Recent market analysis has given Spotify a valuation of $8bn – so the key question must be – WHAT percentage will they share with artistes – if they takethe ‘per unit’ rate from CD sales – npot very much … if they take a fair and equitable approach – upwards of half – a big difference!
WMG CEO Stephen Cooper said “”As there is an ongoing debate in the media regarding how artists should be paid for use of their music on streaming services, we wanted to take this opportunity to address the issue head on” adding “the main form of compensation we receive from streaming services is revenue based on actual streams”, but acknowledged “there are some services from which we receive additional forms of compensation” and “There are equity stakes in some streaming services for which we have not paid.
“Although none of these equity stakes have been monetized since we implemented our breakage policy, today we are confirming that in the event we do receive cash proceeds from the sale of these equity stakes, we will also share this revenue with our artists on the same basis as we share revenue from actual usage and digital breakage.” This may not be the rate their artistes think is fair of course if its just a small percentage.
The classic example of how artistes and labels disagree on what is a fair rate was set out in the 2006 and now settled law suit brought by the Allman Brothers, Cheap Trick and others against Sony.

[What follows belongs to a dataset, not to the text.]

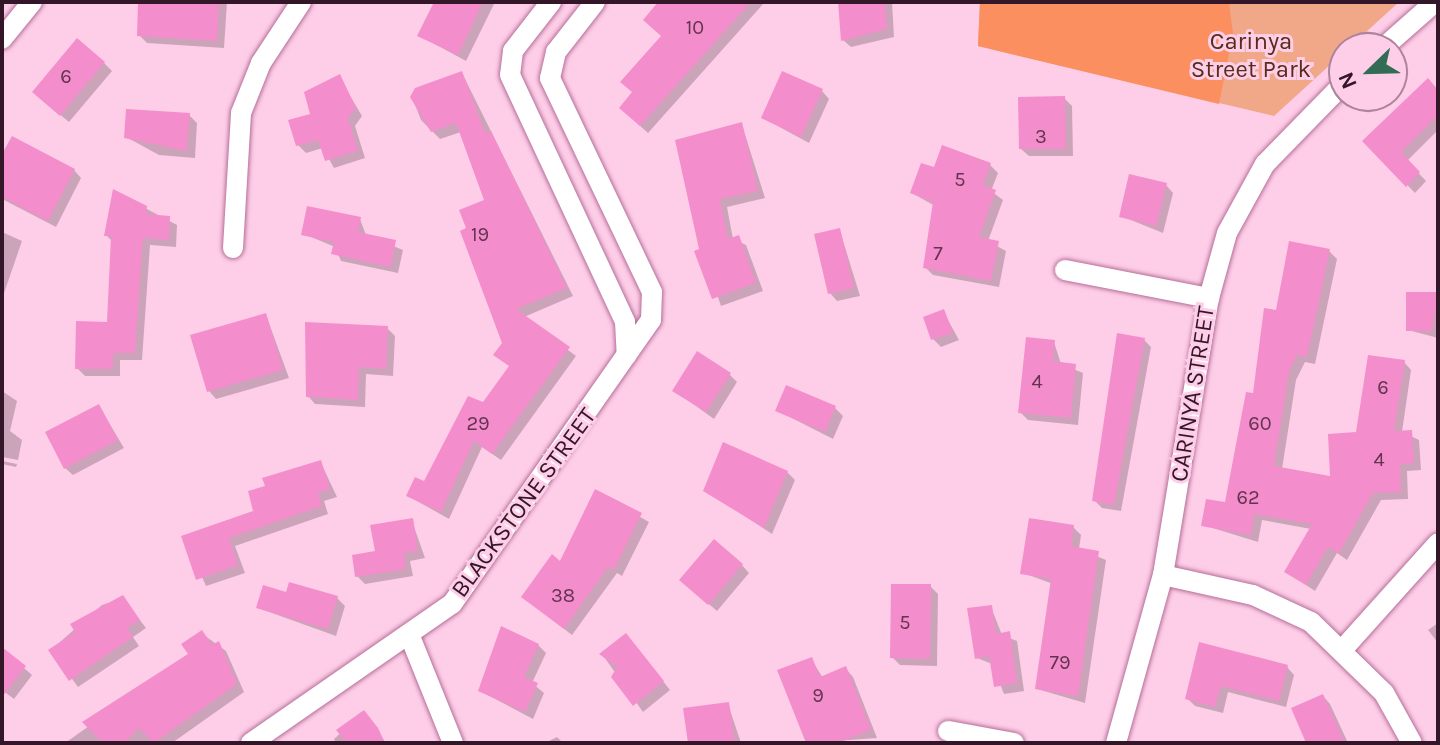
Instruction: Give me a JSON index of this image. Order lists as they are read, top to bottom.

In court papers filed in the United States District Court Southern District of New York in this case, a comparison of calculations was set out based on the sale of 1,000 downloads at 0.70c per unit – giving a total income of $700: Sony BMG thought the appropriate payment would be a royalty payment on 85% of all downloads sold after deducting mechanical royalties to the songwriters, a container charge of 20% and an royalty reducer for new technology of a further 50%. This gave a total royalty payment of $45.05. The Allman brothers felt they should be paid one half of the income from 100% of all units sold, less just the mechanical royalty payable to songwriters. This gave a royalty due of by Sony BMG to the Allman Brothers of $315.50. Some difference!
In January 2014 WMG agreed to increase digital payouts to artists by 5% from whatever record sale royalty figure is in their current contract, with a floor rate of 10%, but with a 14% cap, meaning the deal will favour more the artists with older record deals on lower royalty rates (because anyone with a 14% split already would see no benefit to their royalties – whereas an artiste on 1% would see an increase to the floor rate of 10%). The proposed increase, part of a now agreed settlement, would be less on non-US download income. Assistant General Secretary of the Musicians Union Horace Trubridge, who had once been in a successful 70s pop band, recently revealed that his band got just 3% of the ‘recorded music’ share of any stream – with his label (who were originally Magnet, now owned by Warners) taking the rest – 97%.

 

Sony Music Entertainment also issued a  statement to MBW:
“As we have previously shared with our artists and their representatives, net proceeds realized by Sony Music from the monetization of equity interests that were provided to Sony Music as part of the consideration for a digital license will be shared with our artists on a basis consistent with our breakage policy.”
Between them, the majors – Universal Music Group, Sony Music Entertainment and Warner Music Group – are believed to own somewhere around 15% in Spotify. In an ongoing US court case, Sony – which reportedly owns 6% in Spotify – was last year legally challenged by management company 19 Entertainment on the Spotify equity issue.
http://recode.net/2016/02/04/warner-music-says-it-will-share-its-theoretical-spotify-payday-with-its-artists/ and http://the1709blog.blogspot.co.uk/2014/01/warner-music-moves-to-settle-digital.html and http://the1709blog.blogspot.co.uk/2015/11/music-tank-debate-points-out-reality-of.html

 

And Beggars Group boss Martin Mills has called on his fellow record labels to make some significant changes to their business practices – particularly some dubious accounting practices – for an urgent reason. Mills suggests that, if they don’t already, majors and indies should start paying catalogue artists a 15% minimum royalty on music streaming usage – as well as wiping clean artists’ unrecouped debt after they have been signed for 20 years. But why only 15%? Why not take 50% as an equitable starting point for digital revenues? Especially if labels want to overturn safe harbour laws in the EC – laws which currently help YouTube and others to host copyright-infringing material without fear of legal punishment. And Darius Van Arman, co-owner and co-founder of Secretly Group, has warned that true competition cannot exist in the world of record labels when the major companies unjustly leverage scale to their advantage.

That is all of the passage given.